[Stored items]
--

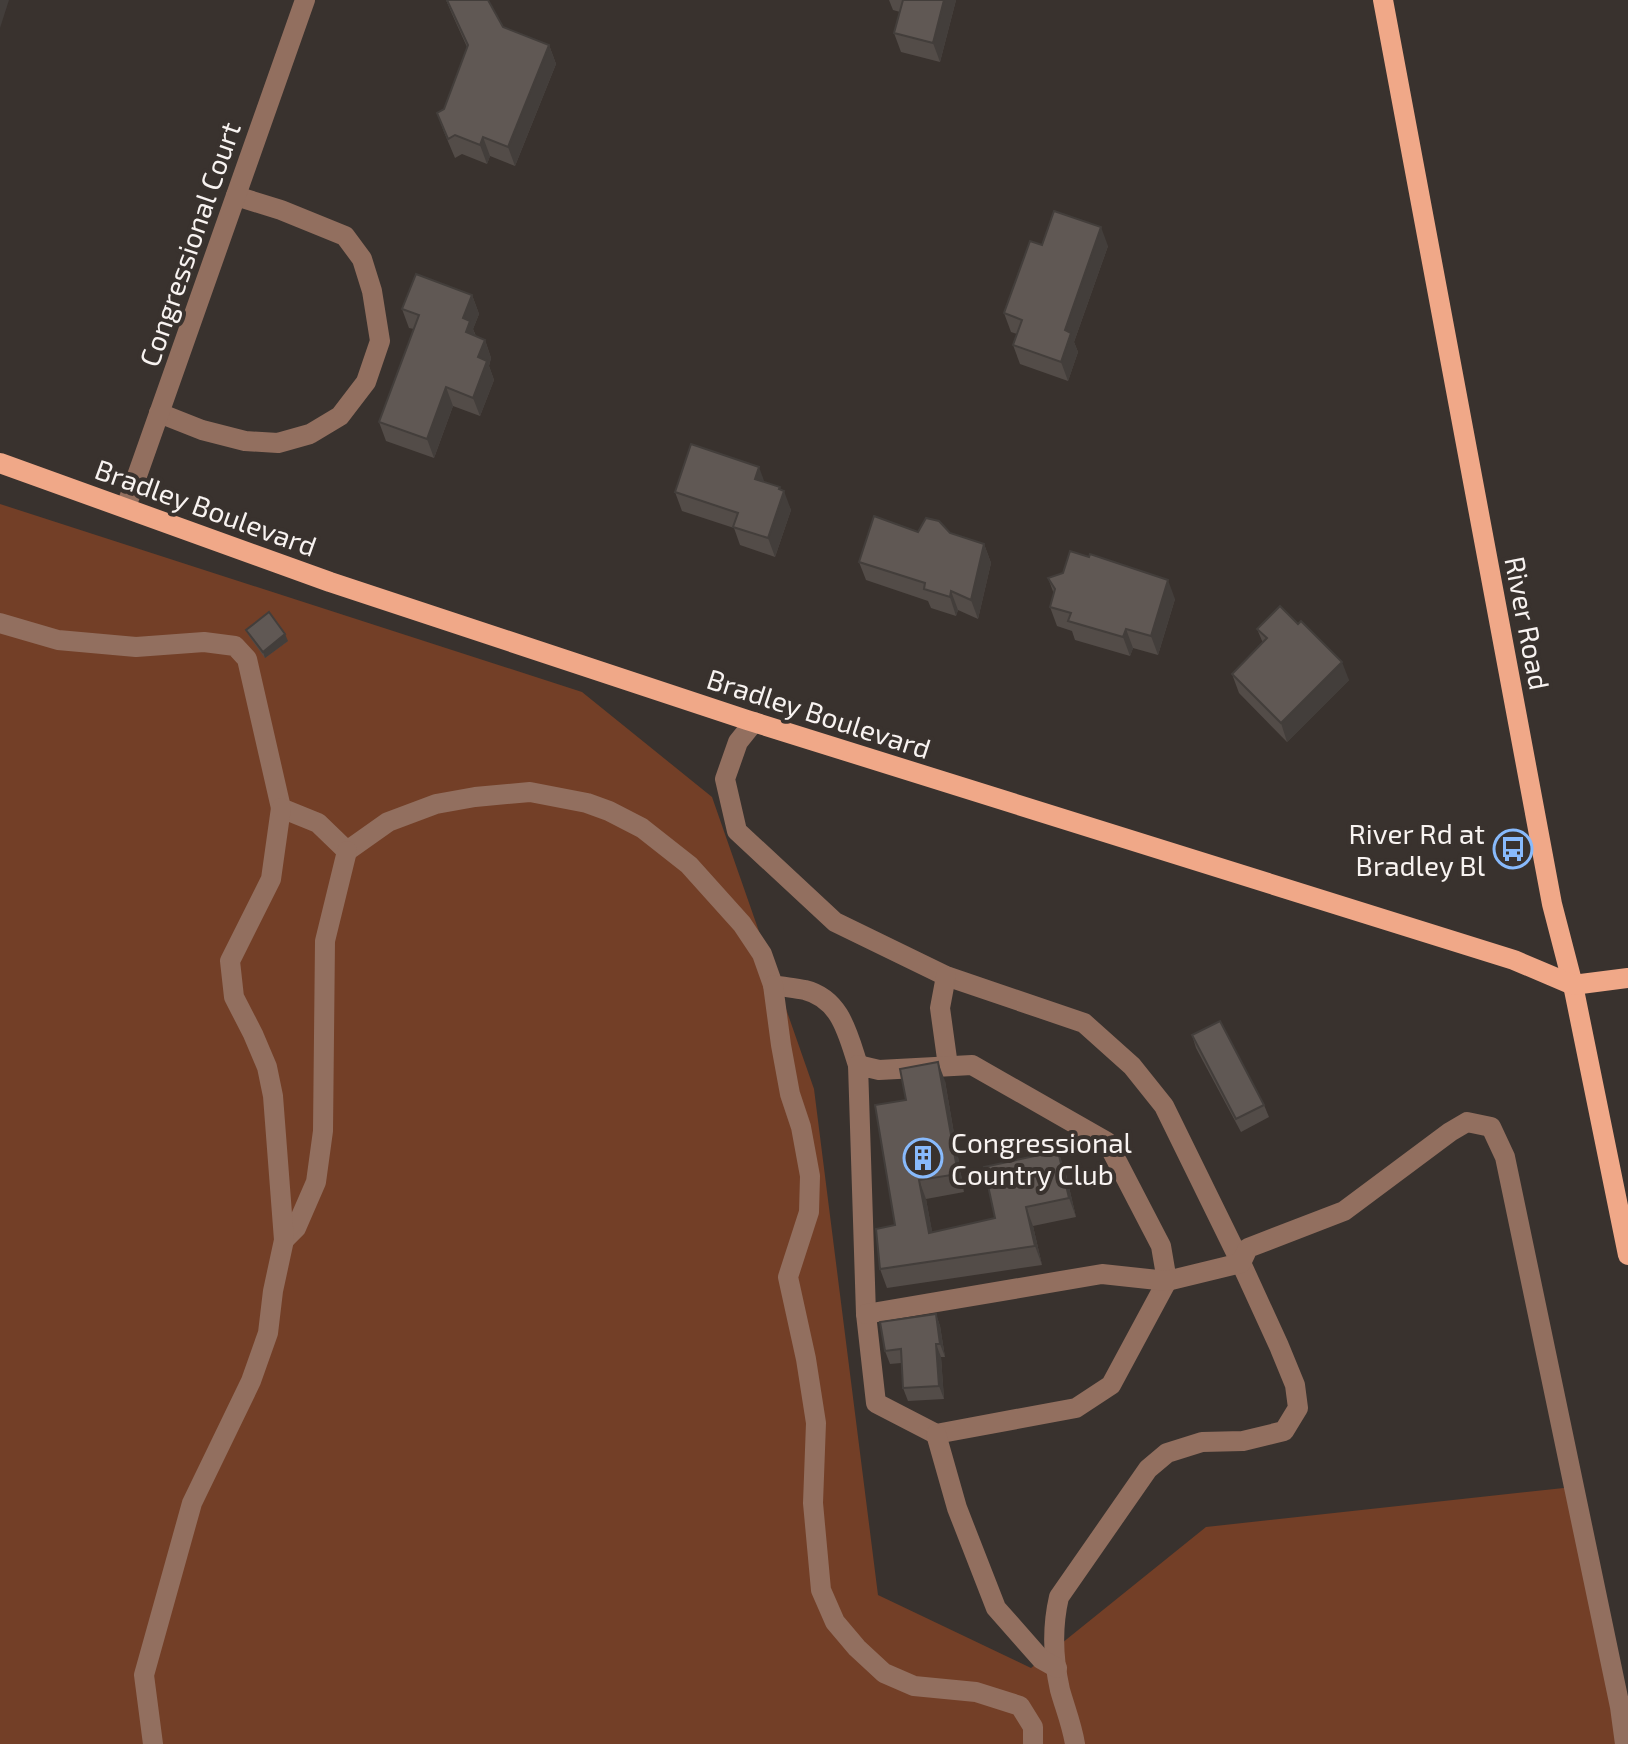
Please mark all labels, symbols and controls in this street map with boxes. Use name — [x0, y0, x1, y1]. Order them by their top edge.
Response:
street label: Congressional Court — [131, 117, 247, 371]
street label: Bradley Boulevard — [91, 451, 321, 563]
street label: River Road — [1498, 553, 1558, 693]
street label: Bradley Boulevard — [703, 661, 935, 765]
place label: River Rd at Bradley Bl — [1349, 816, 1486, 882]
bus stop icon: River Rd at Bradley Bl — [1492, 828, 1534, 870]
place label: Congressional Country Club — [951, 1125, 1133, 1191]
building icon: Congressional Country Club — [902, 1137, 944, 1179]

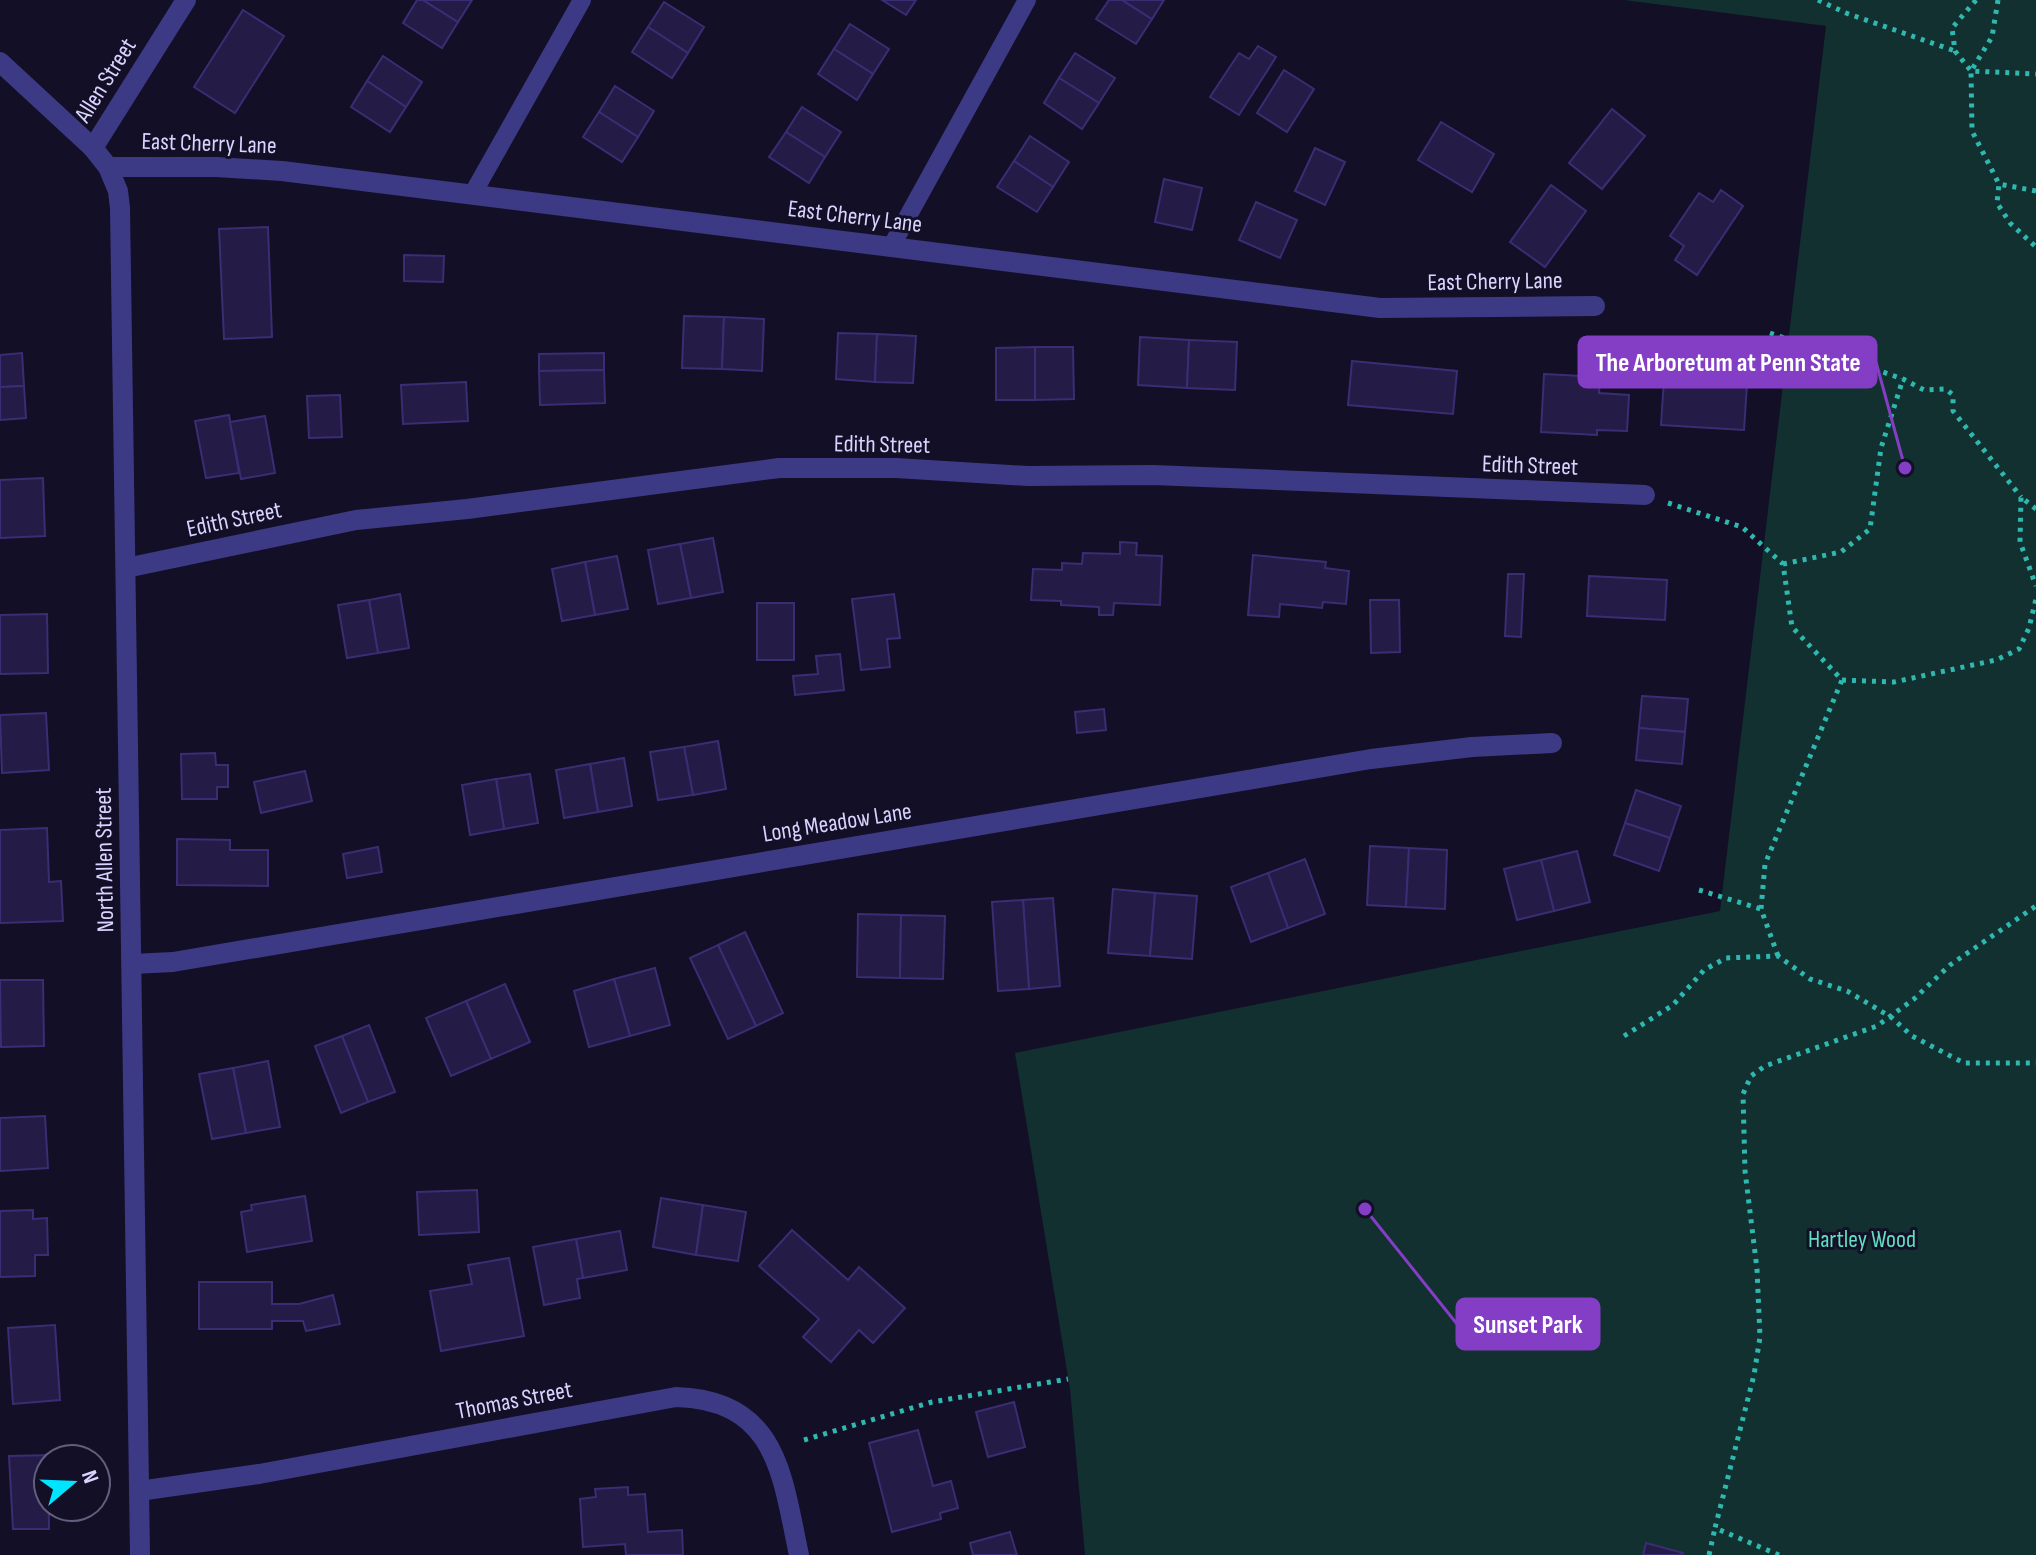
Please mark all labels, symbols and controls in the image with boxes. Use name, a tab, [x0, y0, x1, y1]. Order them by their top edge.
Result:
street label: Allen Street	[68, 33, 143, 129]
street label: East Cherry Lane	[141, 127, 277, 160]
street label: East Cherry Lane	[786, 194, 924, 239]
street label: East Cherry Lane	[1427, 266, 1563, 297]
callout: The Arboretum at Penn State	[1579, 337, 1876, 387]
text: The Arboretum at Penn State	[1595, 348, 1861, 379]
street label: Edith Street	[834, 429, 930, 460]
street label: Edith Street	[1481, 449, 1579, 482]
street label: Edith Street	[184, 495, 284, 544]
street label: North Allen Street	[89, 787, 120, 933]
street label: Long Meadow Lane	[760, 796, 914, 849]
park label: Hartley Wood	[1808, 1225, 1916, 1254]
callout: Sunset Park	[1457, 1299, 1599, 1349]
text: Sunset Park	[1473, 1310, 1583, 1341]
street label: Thomas Street	[454, 1375, 575, 1426]
north arrow	[32, 1443, 112, 1523]
text: N	[75, 1467, 104, 1487]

--

• [WORK REQUIRED]
All lines above that contain the word "boxes" are to be copied.

• [TASK SOLUTION]
Please mark all labels, symbols and controls in this street map with boxes. Use name — [x0, y0, x1, y1]. Order them by their top edge.
Please mark all labels, symbols and controls in the image with boxes. Use name, a tab, [x0, y0, x1, y1]. Order them by their top edge.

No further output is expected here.